#### RECORDS FOR THE EXERCISE
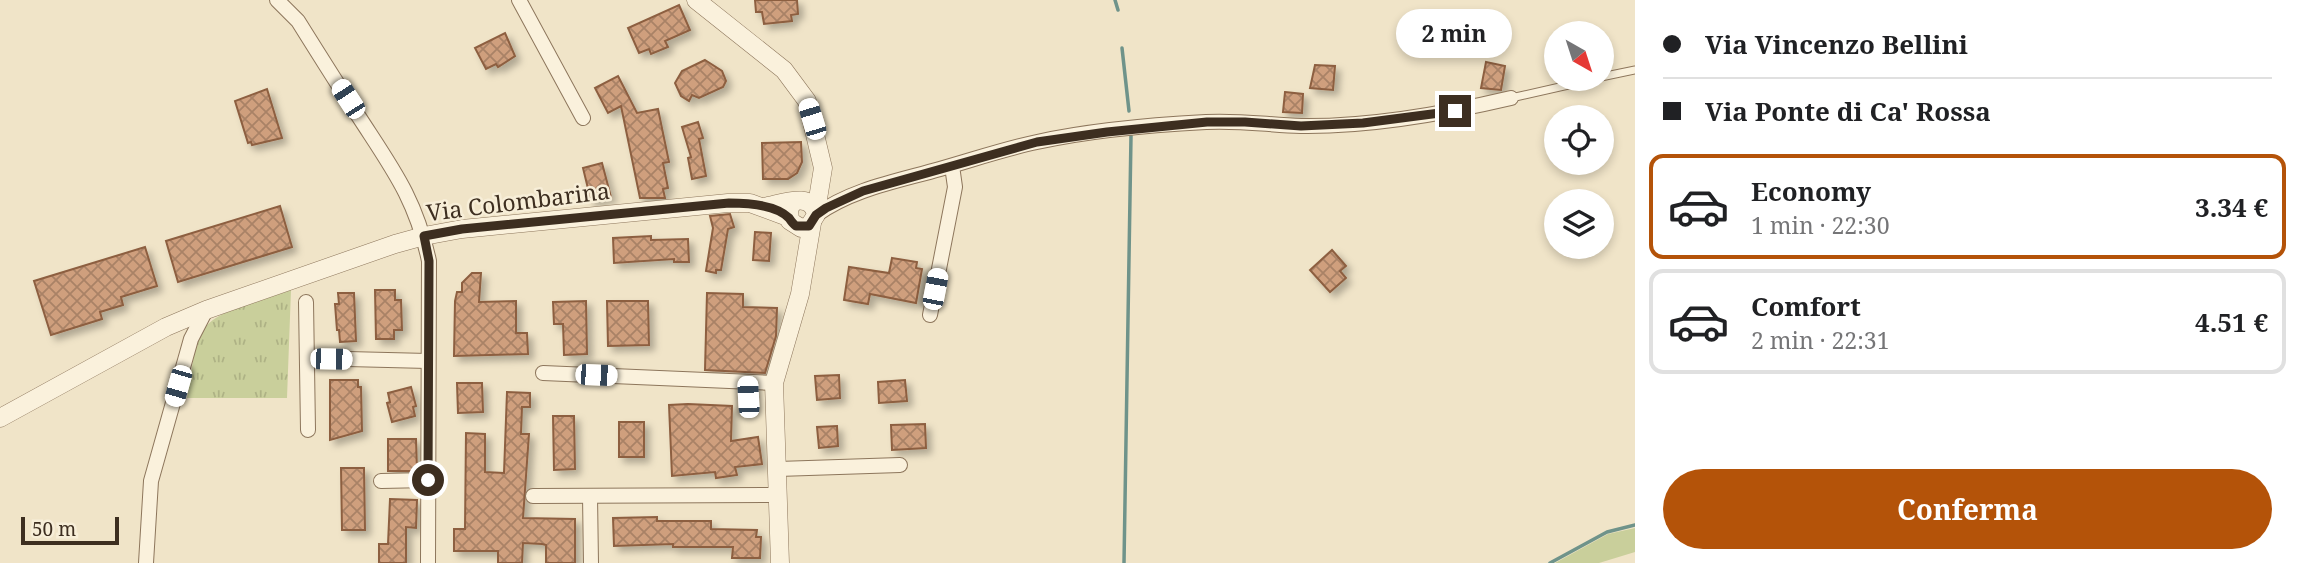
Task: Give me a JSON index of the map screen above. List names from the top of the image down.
{
  "streets": {
    "street": ["Via Colombarina"]
  },
  "scale_bar": "50 m",
  "north": "bottom right",
  "page": {
    "banner": ["Via Vincenzo Bellini", "Via Ponte di Ca' Rossa"],
    "bubble": "2 min",
    "list": [
      {
        "name": "Economy",
        "note": "1 min · 22:30",
        "value": "3.34 €"
      },
      {
        "name": "Comfort",
        "note": "2 min · 22:31",
        "value": "4.51 €"
      }
    ],
    "buttons": "Conferma",
    "scale": "50 m"
  }
}
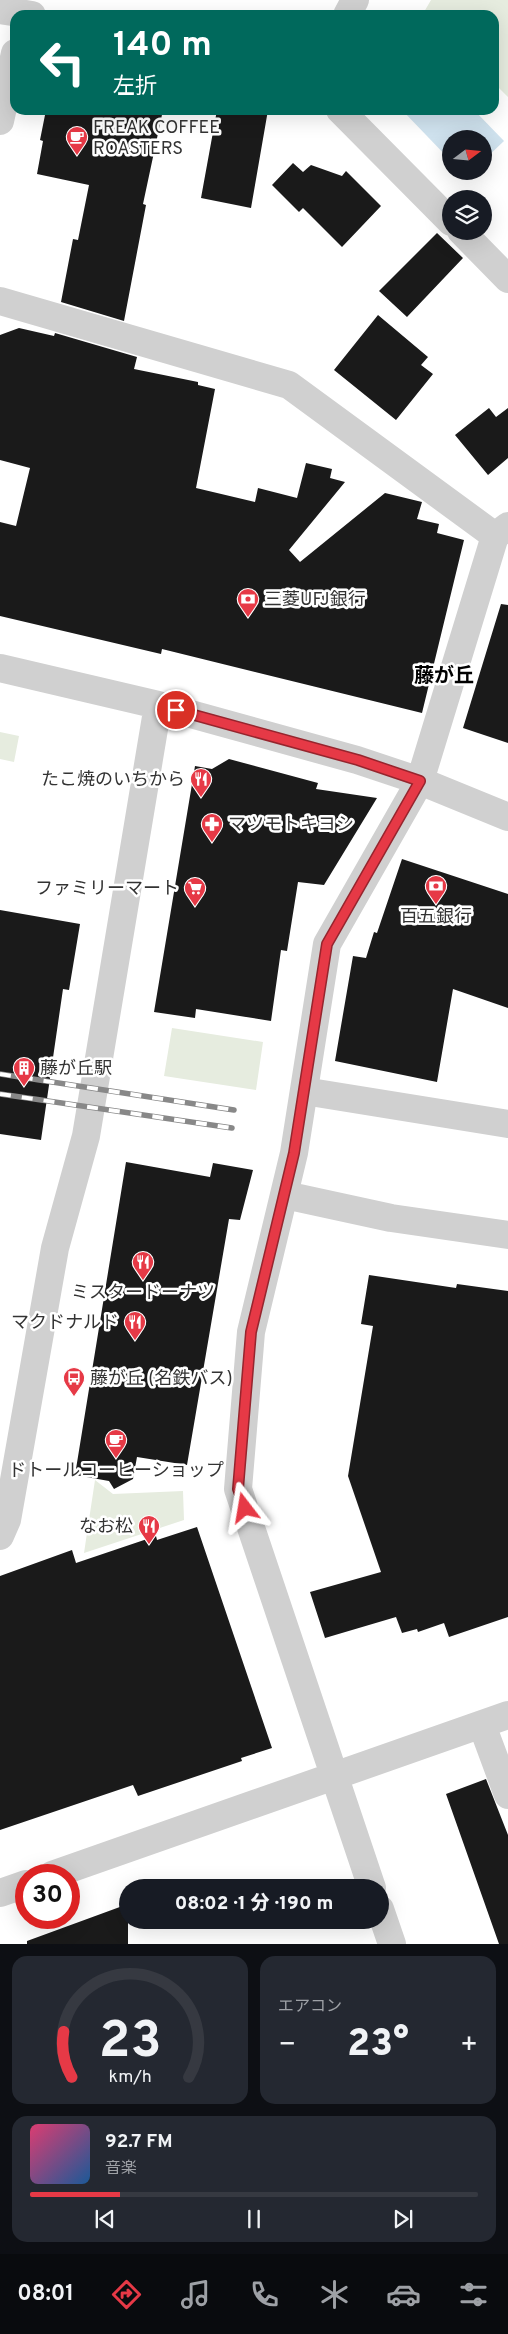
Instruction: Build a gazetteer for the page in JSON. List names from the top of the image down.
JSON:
{
  "districts": ["藤が丘"],
  "places": {
    "cafe": ["FREAK COFFEE ROASTERS", "ドトールコーヒーショップ"],
    "bank": ["三菱UFJ銀行", "百五銀行"],
    "restaurant": [
      "たこ焼のいちから",
      "ミスタードーナツ",
      "マクドナルド",
      "なお松"
    ],
    "pharmacy": ["マツモトキヨシ"],
    "supermarket": ["ファミリーマート"],
    "building": ["藤が丘駅"],
    "bus stop": ["藤が丘 (名鉄バス)"]
  },
  "north": "right",
  "page": {
    "turn": ["140 m", "左折"],
    "limit": "30",
    "trip": "08:02 · 1 分 · 190 m",
    "tile": "エアコン",
    "heat": ["−", "23°", "+"],
    "song": ["92.7 FM", "音楽"],
    "tabs": "08:01",
    "gauge": ["23", "km/h"]
  }
}
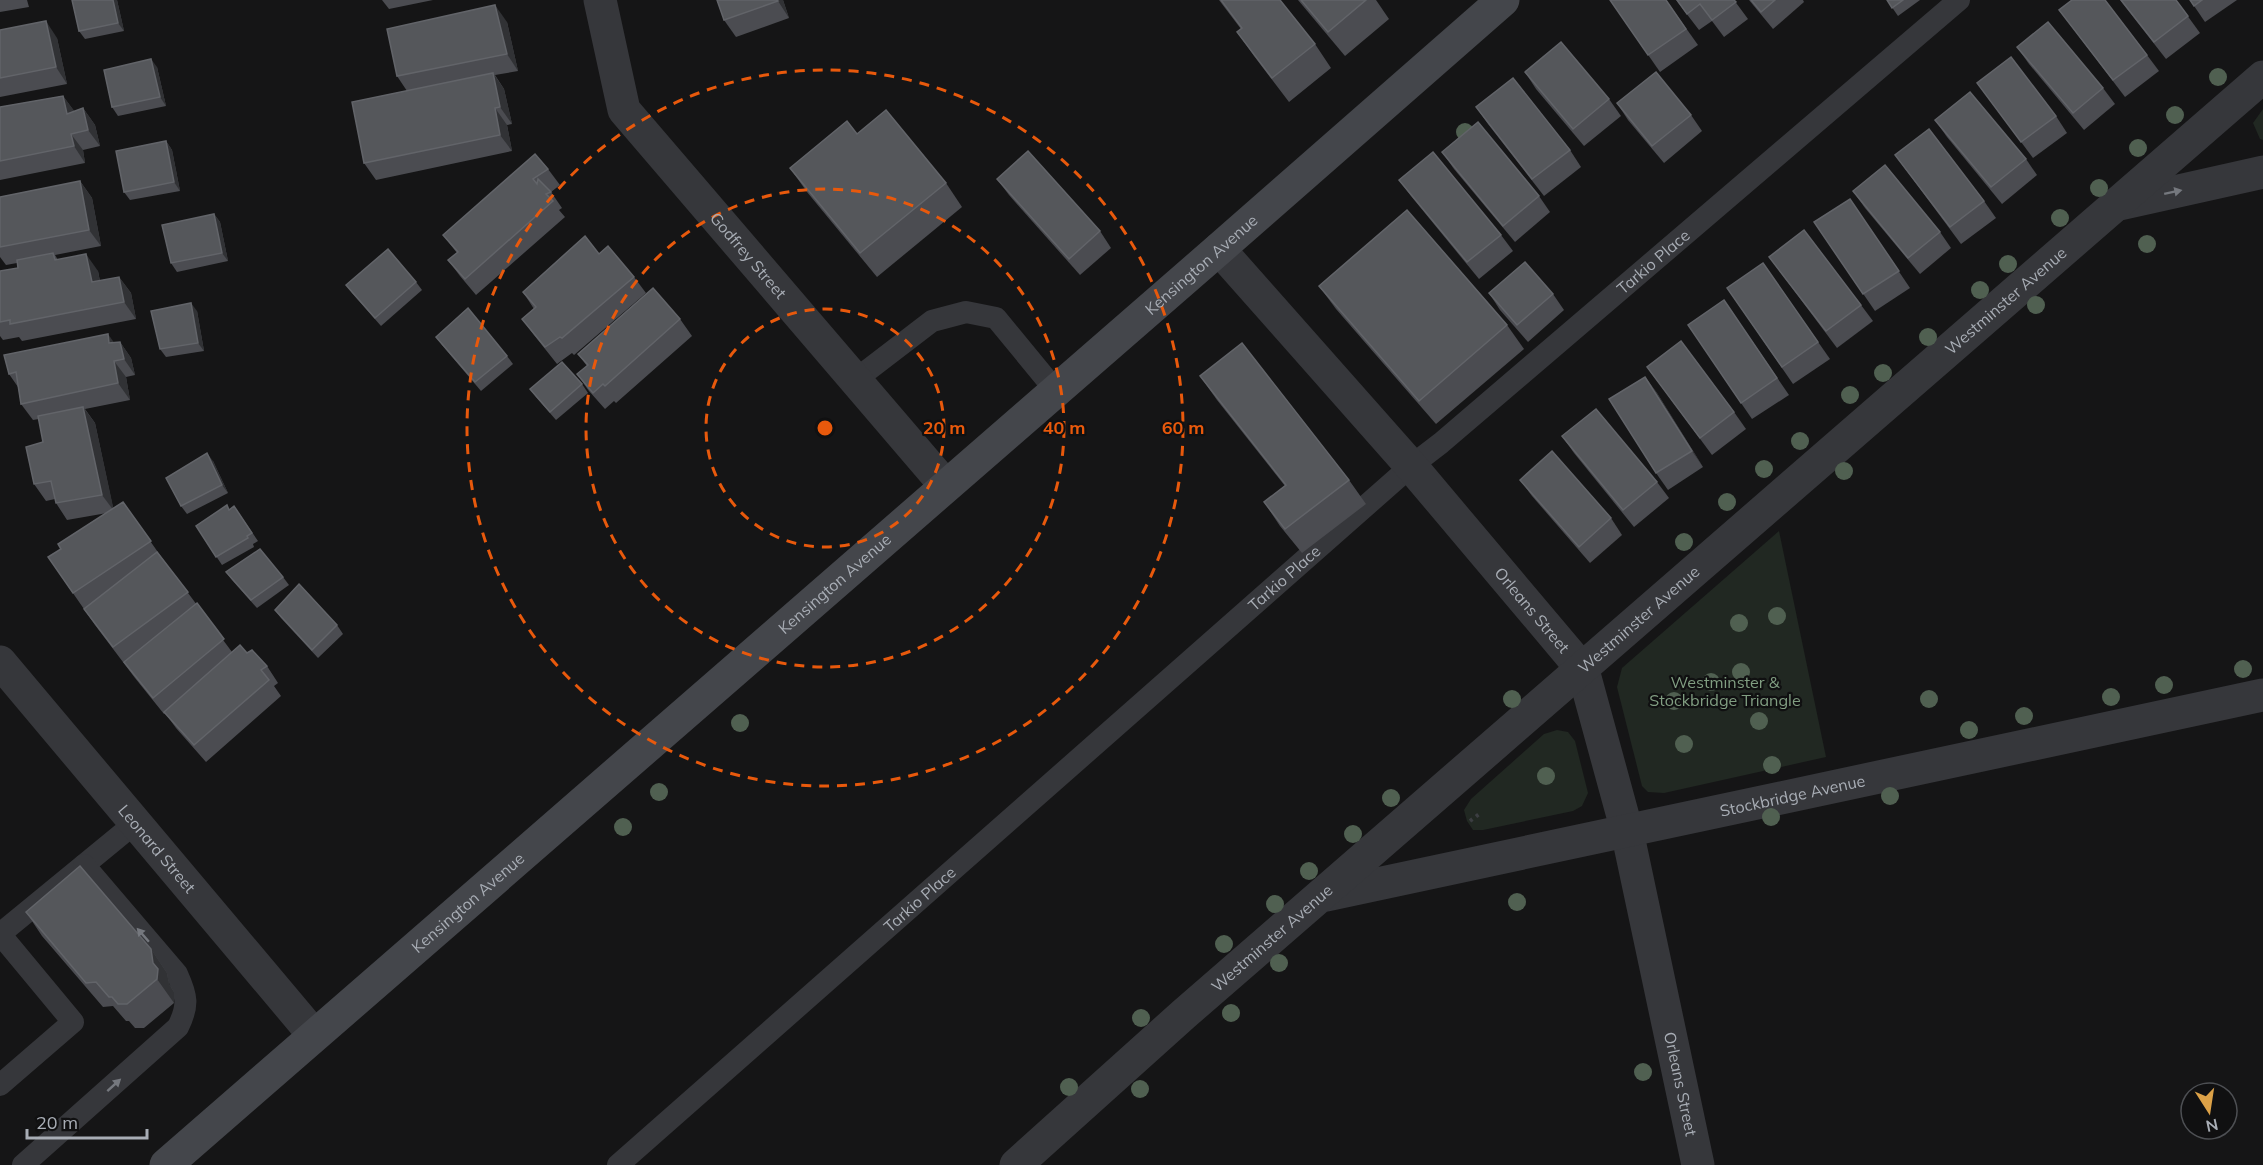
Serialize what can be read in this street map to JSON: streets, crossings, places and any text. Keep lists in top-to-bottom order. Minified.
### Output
{"streets":{"street":["Godfrey Street","Kensington Avenue","Westminster Avenue","Orleans Street","Stockbridge Avenue","Leonard Street"],"lane":["Tarkio Place"]},"crossings":[["Godfrey Street","Kensington Avenue"],["Tarkio Place","Orleans Street"],["Kensington Avenue","Orleans Street"],["Kensington Avenue","Leonard Street"],["Westminster Avenue","Orleans Street"],["Westminster Avenue","Stockbridge Avenue"],["Orleans Street","Stockbridge Avenue"]],"parks":["Westminster & Stockbridge Triangle"],"scale_bar":"20 m","north":"bottom","rings":["20 m","40 m","60 m"]}
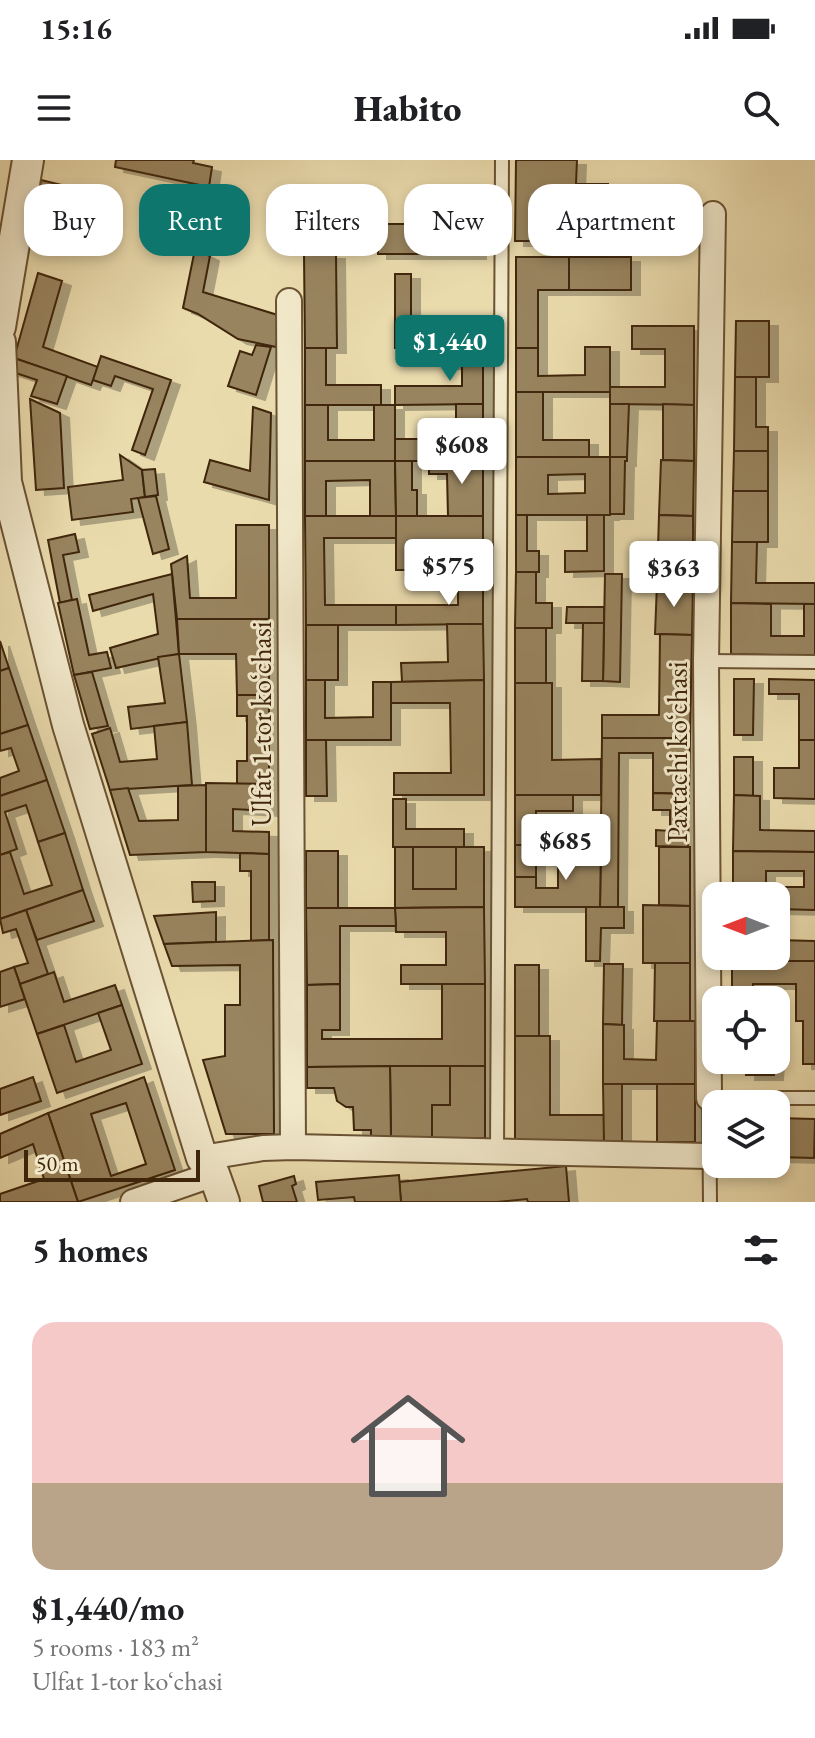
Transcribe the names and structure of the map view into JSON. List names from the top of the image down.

#### WHAT IS NEEDED
Skip the pictures and retype exactly the lines from the one that contains "Instruction: Build a" to the last line of the records.

#### EXERCISE SOLUTION
Instruction: Build a gazetteer for the page in JSON. List names from the top of the image down.
JSON:
{
  "districts": ["藤が丘"],
  "places": {
    "cafe": ["FREAK COFFEE ROASTERS", "ドトールコーヒーショップ"],
    "bank": ["三菱UFJ銀行", "百五銀行"],
    "restaurant": [
      "たこ焼のいちから",
      "ミスタードーナツ",
      "マクドナルド",
      "なお松"
    ],
    "pharmacy": ["マツモトキヨシ"],
    "supermarket": ["ファミリーマート"],
    "building": ["藤が丘駅"],
    "bus stop": ["藤が丘 (名鉄バス)"]
  },
  "north": "right",
  "page": {
    "turn": ["140 m", "左折"],
    "limit": "30",
    "trip": "08:02 · 1 分 · 190 m",
    "tile": "エアコン",
    "heat": ["−", "23°", "+"],
    "song": ["92.7 FM", "音楽"],
    "tabs": "08:01",
    "gauge": ["23", "km/h"]
  }
}
Serialize what can be read in this street map to JSON: streets, crossings, places and any text. Keep lists in top-to-bottom order. Minified.
### Output
{"streets":{"street":["Godfrey Street","Kensington Avenue","Westminster Avenue","Orleans Street","Stockbridge Avenue","Leonard Street"],"lane":["Tarkio Place"]},"crossings":[["Godfrey Street","Kensington Avenue"],["Tarkio Place","Orleans Street"],["Kensington Avenue","Orleans Street"],["Kensington Avenue","Leonard Street"],["Westminster Avenue","Orleans Street"],["Westminster Avenue","Stockbridge Avenue"],["Orleans Street","Stockbridge Avenue"]],"parks":["Westminster & Stockbridge Triangle"],"scale_bar":"20 m","north":"bottom","rings":["20 m","40 m","60 m"]}
Transcribe the names and structure of the map view into JSON. List names from the top of the image down.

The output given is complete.